Here the authority's
initial bill came to £67,955. In addition the owners must jointly
pay £175 a week for hire of the scaffolding used in making their
properties worthless. The hire-charge could go on for ever because
the owners are forbidden to demolish the buildings.
The reason is that
the authority fears that knocking them down would set off a landslip.
But the reason they were blocked up originally is that the authority
feared a landslip would knock them down. What's more, because they
were blocked up before a landslip hit them, the owners' insurance
companies won't pay up on their policies against landslip.
It's a crazy nightmare
that could suddenly come true for you too. Though you may think
your home is your castle, the law says otherwise. And it doesn't
take landslips or flooding to trigger Section 78 of the Building
Act 1984 which empowers local authorities to trash properties abutting
on public places.
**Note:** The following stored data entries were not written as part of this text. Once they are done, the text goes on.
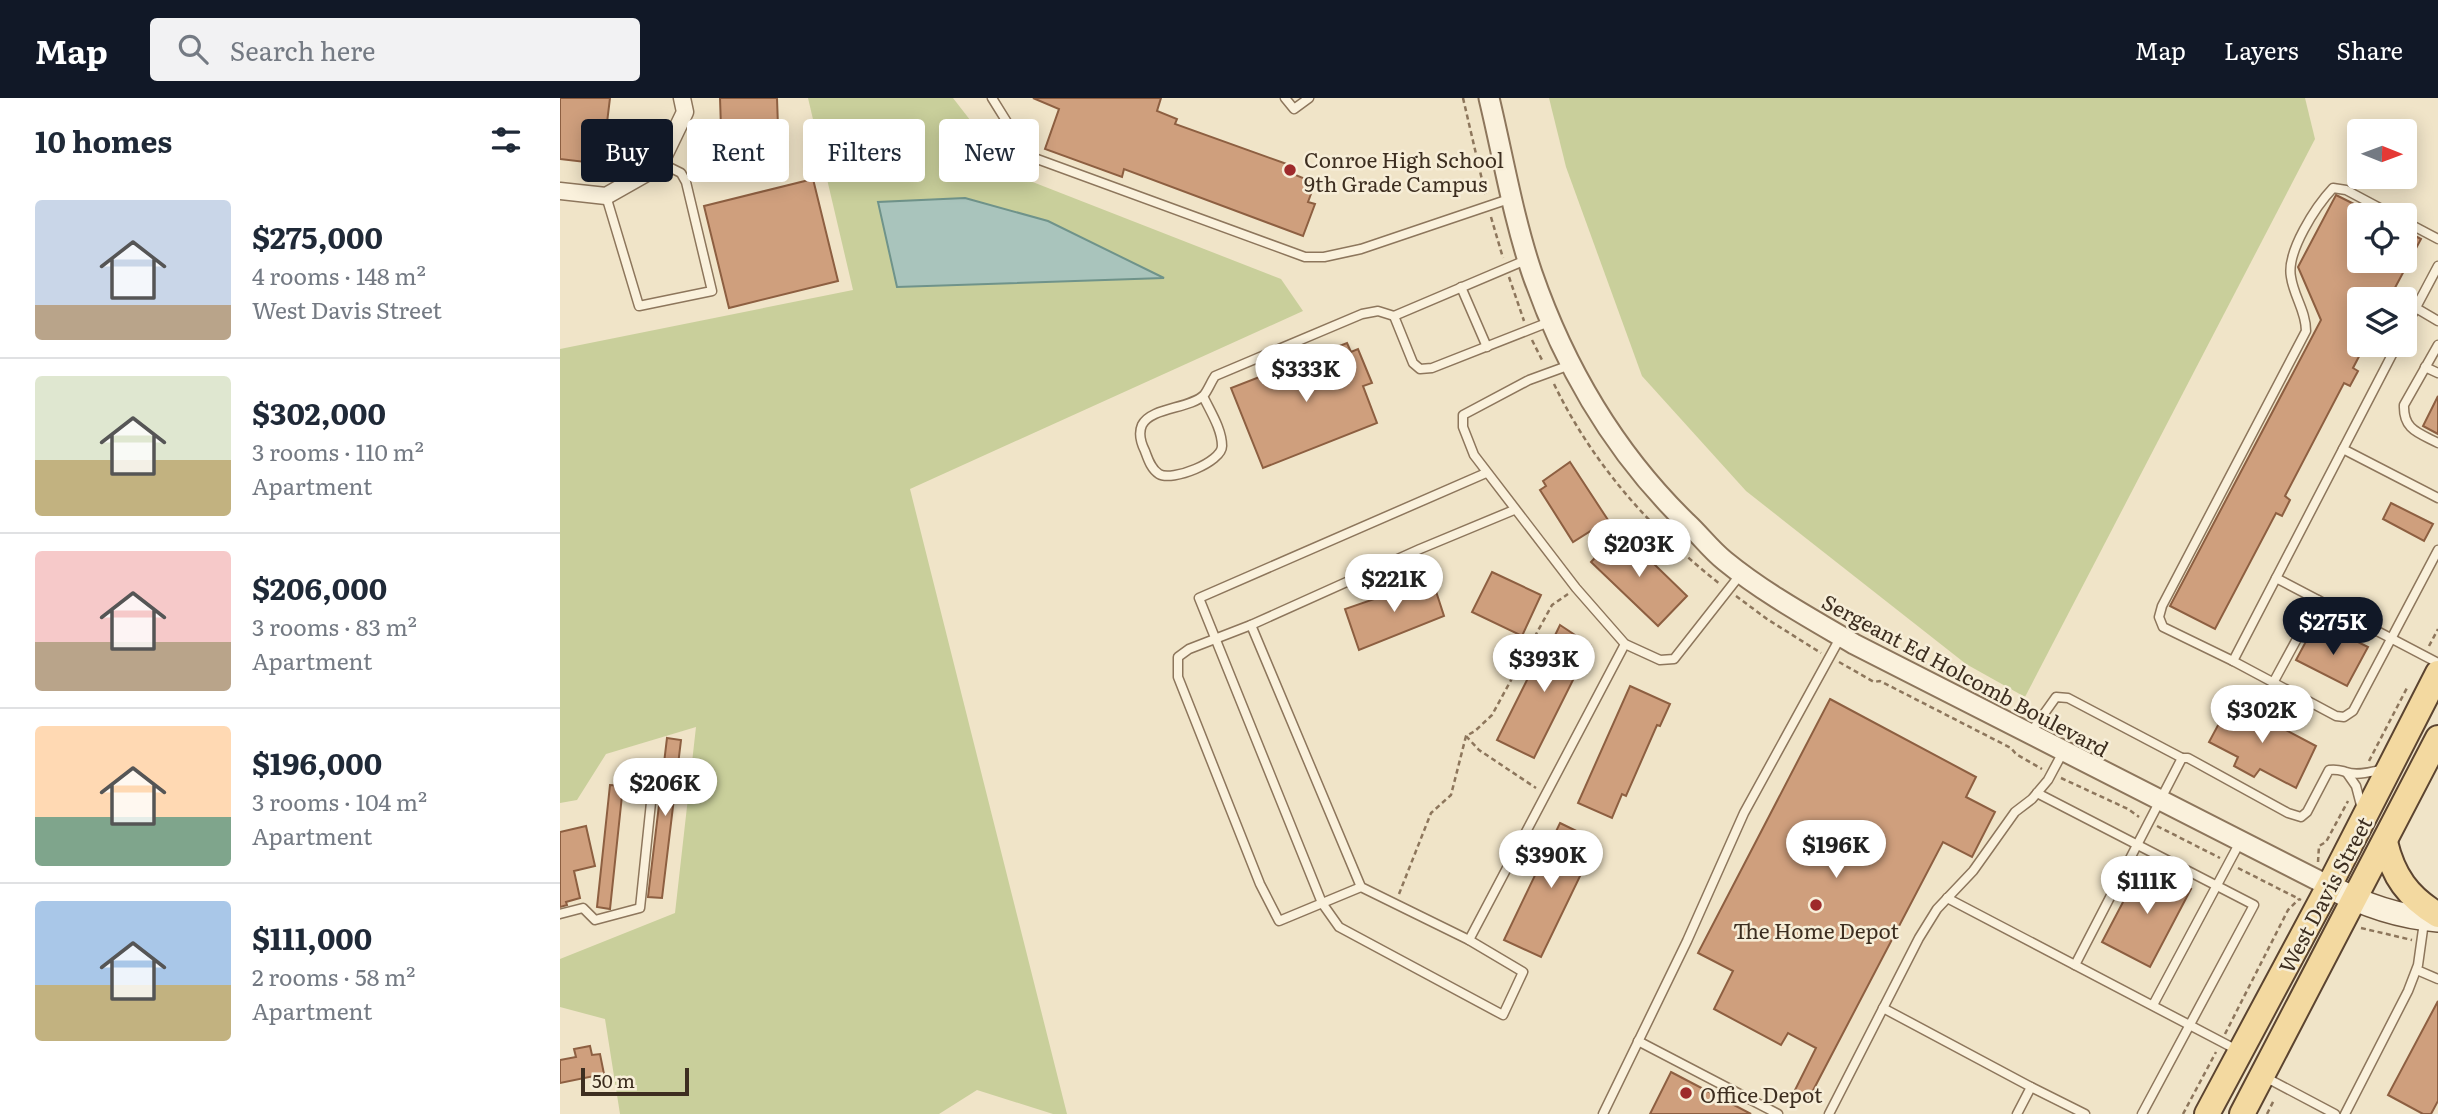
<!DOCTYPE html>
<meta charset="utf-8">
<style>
:root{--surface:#fff;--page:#f2f2f3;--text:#1f2937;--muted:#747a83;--line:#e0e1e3;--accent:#111827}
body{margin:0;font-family:Literata,serif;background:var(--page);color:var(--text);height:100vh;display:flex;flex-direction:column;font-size:26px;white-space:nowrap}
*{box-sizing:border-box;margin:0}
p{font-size:23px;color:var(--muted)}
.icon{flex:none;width:38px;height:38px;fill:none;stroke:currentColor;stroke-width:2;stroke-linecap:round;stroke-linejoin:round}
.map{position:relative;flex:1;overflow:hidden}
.panel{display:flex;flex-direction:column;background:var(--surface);width:560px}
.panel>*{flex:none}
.top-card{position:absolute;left:21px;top:21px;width:665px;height:63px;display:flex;gap:14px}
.needle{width:46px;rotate:91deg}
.tools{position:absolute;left:1787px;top:21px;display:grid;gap:14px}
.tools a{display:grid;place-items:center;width:70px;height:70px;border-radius:7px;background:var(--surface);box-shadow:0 4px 18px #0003;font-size:35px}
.scale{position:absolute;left:21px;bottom:18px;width:108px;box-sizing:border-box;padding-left:7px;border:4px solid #3d2e20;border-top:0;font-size:19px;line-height:24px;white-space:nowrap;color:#3d2e20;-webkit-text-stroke:5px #f7eed8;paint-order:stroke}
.price{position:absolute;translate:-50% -60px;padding:0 16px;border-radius:24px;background:#fff;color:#222;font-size:23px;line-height:46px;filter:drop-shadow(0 2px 4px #0008)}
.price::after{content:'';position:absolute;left:50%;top:42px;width:21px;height:16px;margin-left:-10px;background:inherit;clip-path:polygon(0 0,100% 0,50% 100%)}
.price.active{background:var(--accent);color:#fff}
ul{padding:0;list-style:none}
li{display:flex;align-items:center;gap:21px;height:175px;padding:0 35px}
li+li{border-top:2px solid var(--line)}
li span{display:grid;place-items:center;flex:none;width:196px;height:140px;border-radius:7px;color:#555}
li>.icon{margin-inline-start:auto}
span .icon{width:84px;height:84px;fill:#fffc;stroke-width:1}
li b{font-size:30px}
h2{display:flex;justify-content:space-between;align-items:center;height:84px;padding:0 35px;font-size:30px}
.tag{padding:0 24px;border-radius:7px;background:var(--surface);box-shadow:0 4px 18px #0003;font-size:24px;line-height:63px}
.tag.active{background:var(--accent);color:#fff}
header{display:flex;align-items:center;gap:42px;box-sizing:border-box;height:98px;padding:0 35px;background:var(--accent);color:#fff}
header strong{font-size:33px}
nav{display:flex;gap:38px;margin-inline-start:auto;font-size:24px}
.search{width:490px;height:63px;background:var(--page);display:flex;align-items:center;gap:18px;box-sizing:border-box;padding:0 24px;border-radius:7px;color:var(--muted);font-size:26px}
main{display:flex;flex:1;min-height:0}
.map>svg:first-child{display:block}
.green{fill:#c9cf9b;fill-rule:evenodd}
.water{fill:#a9c4bc;stroke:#6f938a;stroke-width:2}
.building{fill:#cf9f7d;stroke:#8d5f41;stroke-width:2}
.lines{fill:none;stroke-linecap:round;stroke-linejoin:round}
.service-casing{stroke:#8d765c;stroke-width:11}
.minor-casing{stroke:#8d765c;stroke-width:19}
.tertiary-casing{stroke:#8d765c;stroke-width:23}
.secondary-casing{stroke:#6f573f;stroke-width:26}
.primary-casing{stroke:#5b4430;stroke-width:28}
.path{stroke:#8d765c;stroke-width:2.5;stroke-dasharray:5 3.5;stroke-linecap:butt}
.service{stroke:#faf1dc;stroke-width:8}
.minor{stroke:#faf1dc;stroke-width:16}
.tertiary{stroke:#faf1dc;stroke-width:19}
.secondary{stroke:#faf1dc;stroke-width:23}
.primary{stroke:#f3d9a0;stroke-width:24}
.poi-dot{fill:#9e2a2b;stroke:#f7eed8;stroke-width:2.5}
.labels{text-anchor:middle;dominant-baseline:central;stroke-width:5;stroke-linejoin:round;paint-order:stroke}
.poi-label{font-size:21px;fill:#3d2e20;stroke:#f7eed8;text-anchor:start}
.street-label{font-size:21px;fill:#3d2e20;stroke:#f7eed8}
</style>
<header>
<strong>Map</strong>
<div class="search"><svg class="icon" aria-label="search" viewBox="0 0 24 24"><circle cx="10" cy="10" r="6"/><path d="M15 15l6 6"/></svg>Search here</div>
<nav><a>Map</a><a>Layers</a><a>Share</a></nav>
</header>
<main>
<section class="panel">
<h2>10 homes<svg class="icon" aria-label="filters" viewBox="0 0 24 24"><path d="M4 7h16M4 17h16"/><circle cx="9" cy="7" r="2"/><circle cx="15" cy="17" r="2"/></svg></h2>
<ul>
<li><span style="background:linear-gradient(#c9d6e8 75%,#b9a48a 0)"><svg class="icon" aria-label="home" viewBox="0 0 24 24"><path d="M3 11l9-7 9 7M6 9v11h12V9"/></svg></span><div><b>$275,000</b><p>4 rooms · 148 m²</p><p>West Davis Street</p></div></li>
<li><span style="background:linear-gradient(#dfe7d0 60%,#c2b280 0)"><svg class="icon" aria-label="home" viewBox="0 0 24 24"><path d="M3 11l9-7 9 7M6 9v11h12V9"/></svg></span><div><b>$302,000</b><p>3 rooms · 110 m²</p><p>Apartment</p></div></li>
<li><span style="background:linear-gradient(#f6c9c9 65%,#b9a48a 0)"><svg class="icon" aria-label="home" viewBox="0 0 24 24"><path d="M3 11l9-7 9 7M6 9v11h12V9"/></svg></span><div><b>$206,000</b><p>3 rooms · 83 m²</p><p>Apartment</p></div></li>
<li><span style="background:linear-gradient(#ffd9b3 65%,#7fa58c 0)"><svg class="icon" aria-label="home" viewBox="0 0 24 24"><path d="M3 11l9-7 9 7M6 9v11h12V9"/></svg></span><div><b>$196,000</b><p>3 rooms · 104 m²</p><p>Apartment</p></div></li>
<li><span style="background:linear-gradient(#a9c7e8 60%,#c2b280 0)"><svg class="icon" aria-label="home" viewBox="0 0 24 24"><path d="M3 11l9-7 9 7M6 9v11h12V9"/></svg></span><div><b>$111,000</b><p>2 rooms · 58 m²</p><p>Apartment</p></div></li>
</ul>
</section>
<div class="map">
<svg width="1878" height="1016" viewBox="0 0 1878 1016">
<rect width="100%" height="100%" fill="#f0e4c8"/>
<!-- green -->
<g class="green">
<path d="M248,0H393L452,76L721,181L743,213L350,391L507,1016H493L417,992L379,1016H60L45,921L0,909V861L115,815L136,629L46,656L17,702L0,705V251L293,192ZM405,100L488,123L337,189L319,104Z"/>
<path d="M989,0H1745L1755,41L1465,599L1406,566L1186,393L1082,278L1006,69Z"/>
</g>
<!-- water -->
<path class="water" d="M405,100L488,123L604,180L337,189L318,104Z"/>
<!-- building -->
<g class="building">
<path d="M0,0H50L42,66L0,61Z"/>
<path d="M160,0H217L218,29L161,30Z"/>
<path d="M473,0H601L597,13L617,21L615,26L735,69L733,76L755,85L748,104L755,106L743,138L564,71L562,79L485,51L499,11Z"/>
<path d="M253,81L278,183L169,210L144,108Z"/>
<path d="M1776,97L1816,117H1799V163H1844V132L1861,141L1829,201H1799V247H1805L1793,270L1798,273L1790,288L1784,285L1725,398L1730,402L1722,418L1716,415L1655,531L1610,508L1761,222L1738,169Z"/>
<path d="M787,245L791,254L798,251L812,285L803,288L817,325L703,370L671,290Z"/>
<path d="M1878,298V336L1863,328Z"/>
<path d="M1010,364L1048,422L1013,444L980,392L986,388L983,383Z"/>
<path d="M1831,405L1873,426L1864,443L1823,421Z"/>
<path d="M1060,433L1127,498L1098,528L1031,464Z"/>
<path d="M932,474L981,497L962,538L912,514Z"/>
<path d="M872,481L884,518L799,552L785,511Z"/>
<path d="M1000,527L1030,547L1020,559L1023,562L974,660L937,642L971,574L985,558Z"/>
<path d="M1751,534L1778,548L1784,537L1808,549L1787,588L1736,562Z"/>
<path d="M1070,588L1110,606L1100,628L1097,627L1066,698L1062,696L1052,720L1018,705Z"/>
<path d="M1270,601L1416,679L1406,699L1435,714L1412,759L1383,744L1248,1002L1234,994L1256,950L1228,935L1221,947L1154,911L1173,873L1138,855Z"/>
<path d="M1671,603L1756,648L1736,690L1700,671L1694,679L1674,668L1678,659L1649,644Z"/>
<path d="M107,640L121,642L102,800L88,799Z"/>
<path d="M50,687L63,688L50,811L37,809Z"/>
<path d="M1000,725L1037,743L981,859L944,842Z"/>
<path d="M26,728L35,768L14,773L20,800L6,804L7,807L0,809V734Z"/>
<path d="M1583,766L1631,791L1590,869L1542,844Z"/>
<path d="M1878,903V1003L1871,1016H1863L1828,997Z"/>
<path d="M30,948L32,957L40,956L44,976L0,985V962L16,959L14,951Z"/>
<path d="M1111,974L1191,1016H1090Z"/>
</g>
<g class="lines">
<!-- service casing -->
<g class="service-casing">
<g id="service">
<path d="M432,0L463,50L477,61L745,159H764L801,151L949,101"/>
<path d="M725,0L734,11L749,0"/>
<path d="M46,98L79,208L152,193L126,84L121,75L101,65"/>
<path d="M1833,117L1786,92L1773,90C1756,108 1726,154 1731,179C1734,199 1746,213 1746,233L1602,508L1599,519L1603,529L1673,563L1776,618L1784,619L1793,613L1878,452"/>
<path d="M1844,123L1878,141"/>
<path d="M966,162L834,218L853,265L860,271L872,270L989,224"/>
<path d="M901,189L927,249"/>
<path d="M1856,210L1878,223"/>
<path d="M1844,232L1878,168"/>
<path d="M1878,247L1844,307C1843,332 1859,335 1878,345"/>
<path d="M1010,267L969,282L903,317V329L914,357L1016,490L1065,546L1100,562L1114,561L1180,477"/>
<path d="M1865,269L1878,275"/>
<path d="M643,298C650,313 662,331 662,348C662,364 612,384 599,376C591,371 588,361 585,353C581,345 578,336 582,327C591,309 630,311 644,297C648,292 651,284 655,278L802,216L818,213L834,218"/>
<path d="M1783,351L1878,400"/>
<path d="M926,375L639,500L762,805L779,829L943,917L963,874L909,842L1065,546"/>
<path d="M1716,480L1878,565"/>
<path d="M691,527L629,551L618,559V579L700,786L719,823L801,789"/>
<path d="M1673,563L1837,247"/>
<path d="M1713,585L1758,502"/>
<path d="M1471,634L1496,599L1508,600L1622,660"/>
<path d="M1787,675L1796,688L1802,711"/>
<path d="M1477,695L1694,807L1582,1016"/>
<path d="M1387,800L1679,953"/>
<path d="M0,816L23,810L35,822L80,810L95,666"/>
<path d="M909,842L801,789L691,527L860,451L954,412"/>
<path d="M1515,867L1622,660H1628L1728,715L1741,719L1747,714L1769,672C1778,671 1779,672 1786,674C1797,678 1812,674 1823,671"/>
<path d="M1857,872L1878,881"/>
<path d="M1593,907L1680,744"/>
<path d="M1323,910L1471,989L1457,1016"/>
<path d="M1078,943L1218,1016"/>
<path d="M1703,978L1775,1016"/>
<path d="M1471,989L1525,1016"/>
<path d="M1043,1016L1127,843L1184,715L1280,540"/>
<path d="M1269,1016L1359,840L1377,811L1413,773L1455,714L1472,701L1488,682L1503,654"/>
<path d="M1785,1016L1848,893L1858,867L1864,824"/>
</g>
</g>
<!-- minor casing -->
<g class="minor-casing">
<path id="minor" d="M0,93L46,98L99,68L125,14L122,0"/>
</g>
<!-- tertiary casing -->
<g class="tertiary-casing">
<path id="tertiary" d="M929,0C943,58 953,119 972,175C1005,270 1055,355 1127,425C1140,437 1151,452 1165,463C1204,495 1250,520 1294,546L1769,788"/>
</g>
<!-- secondary casing -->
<g class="secondary-casing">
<path id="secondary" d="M1769,788C1803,807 1839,819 1878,822"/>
</g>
<!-- primary casing -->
<g class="primary-casing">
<g id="primary">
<path d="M1825,744C1833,778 1848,799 1878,817"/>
<path d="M1647,1016L1769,788L1878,575"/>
<path d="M1682,1016L1878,640"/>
</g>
</g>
<!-- path -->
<g class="path">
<path d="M903,0L926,99"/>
<path d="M931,119L943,160"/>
<path d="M949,179L964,223"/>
<path d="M972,242L983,264"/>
<path d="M994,286C1032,365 1091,432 1160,486"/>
<path d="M1176,498L1207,521L1261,555"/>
<path d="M1869,548L1878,531"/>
<path d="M1279,564L1314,584L1320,583L1451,650L1456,656L1482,671"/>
<path d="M906,638L919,652L976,690"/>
<path d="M1809,663L1848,588"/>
<path d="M1501,680L1568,711L1579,719"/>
<path d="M1597,728L1660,760"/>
<path d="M1758,764L1759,748L1766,744L1788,703"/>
<path d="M1678,770L1741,802"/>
<path d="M839,796L871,715L891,697L906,638L915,633L932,617L992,507L1008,496"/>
<path d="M1801,830L1852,842"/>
<path d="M1665,936L1728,812L1739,801"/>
<path d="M1623,1016L1656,954"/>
<path d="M1707,1016L1714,1002"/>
</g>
<!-- service -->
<use href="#service" class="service"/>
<!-- minor -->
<use href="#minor" class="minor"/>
<!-- tertiary -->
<use href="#tertiary" class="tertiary"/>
<!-- secondary -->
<use href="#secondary" class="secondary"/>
<!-- primary -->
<use href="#primary" class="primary"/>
</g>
<!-- markers -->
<g class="poi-dot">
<circle cx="730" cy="72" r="7"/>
<circle cx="1256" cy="807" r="7"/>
<circle cx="1126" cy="995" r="7"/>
</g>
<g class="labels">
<!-- poi labels -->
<g class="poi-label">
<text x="744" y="60">Conroe High School<tspan x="744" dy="24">9th Grade Campus</tspan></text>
<text x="1256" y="831" text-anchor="middle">The Home Depot</text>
<text x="1140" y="995">Office Depot</text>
</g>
<!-- street labels -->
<g class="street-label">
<text transform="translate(1406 576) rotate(28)">Sergeant Ed Holcomb Boulevard</text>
<text transform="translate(1764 796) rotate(-62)">West Davis Street</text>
</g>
</g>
</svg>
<div class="tools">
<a><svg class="needle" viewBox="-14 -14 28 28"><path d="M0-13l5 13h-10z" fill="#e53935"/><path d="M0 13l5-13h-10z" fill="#747a83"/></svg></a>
<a><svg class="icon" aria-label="locate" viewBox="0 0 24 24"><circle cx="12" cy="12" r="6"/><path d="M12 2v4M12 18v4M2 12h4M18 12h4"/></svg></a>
<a><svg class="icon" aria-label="layers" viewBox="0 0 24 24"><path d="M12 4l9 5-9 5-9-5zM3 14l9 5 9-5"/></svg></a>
</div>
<div class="scale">50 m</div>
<b class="price" style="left:746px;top:306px">$333K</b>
<b class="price" style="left:1079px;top:481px">$203K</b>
<b class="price" style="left:834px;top:516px">$221K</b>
<b class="price active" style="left:1773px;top:559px">$275K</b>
<b class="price" style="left:984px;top:596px">$393K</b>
<b class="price" style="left:1702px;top:647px">$302K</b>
<b class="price" style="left:105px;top:720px">$206K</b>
<b class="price" style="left:1276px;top:782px">$196K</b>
<b class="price" style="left:991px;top:792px">$390K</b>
<b class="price" style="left:1587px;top:818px">$111K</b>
<div class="top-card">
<a class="tag active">Buy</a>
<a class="tag">Rent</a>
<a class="tag">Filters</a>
<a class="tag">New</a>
</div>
</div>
</main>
A one-off geological flaw hidden under your home
or business would be quite enough.
So if you'd like
to help yourselves as well as us, when candidates ask for your vote
in the general election, demand their pledge that if they win they
will press for the unjust law to be changed.
More details
can be obtained from the Safeguard Lyme's Interest Party at Lyme
Potters across the road or the Antiques Centre or Amusement Arcade
along to the right.
This grievance-notice is something of a tourist attraction. You're
not the first to come to a standstill and stare up at it.
But you're the last!
The hoarding suddenly groans, totters, and splinters toward you.
You scream and scramble back, to the safety of the Walk. What you
are witnessing is a smart example of a Lyme landslip! Hillside and
houses come tumbling, until the street is blocked. Well, not quite;
the glacis of rubble and mud isn't that high, you could pick your
way over it. But you aren't allowed to: a swarm of authorities in
yellow jackets and hard hats has already arrived and cordoned it
off. You watch their activities for a while, but they're not yet
in a mood to answer your questions about landslips.
Back
you'll have to go, and find some other way around to the Cobb.
(Footnote: the grievance-notice
was removed about September 2004. The council had come to some agreement
with the owners and taken over the land.. The ground having been
stabilised, in 2010 someone bought the site for development.)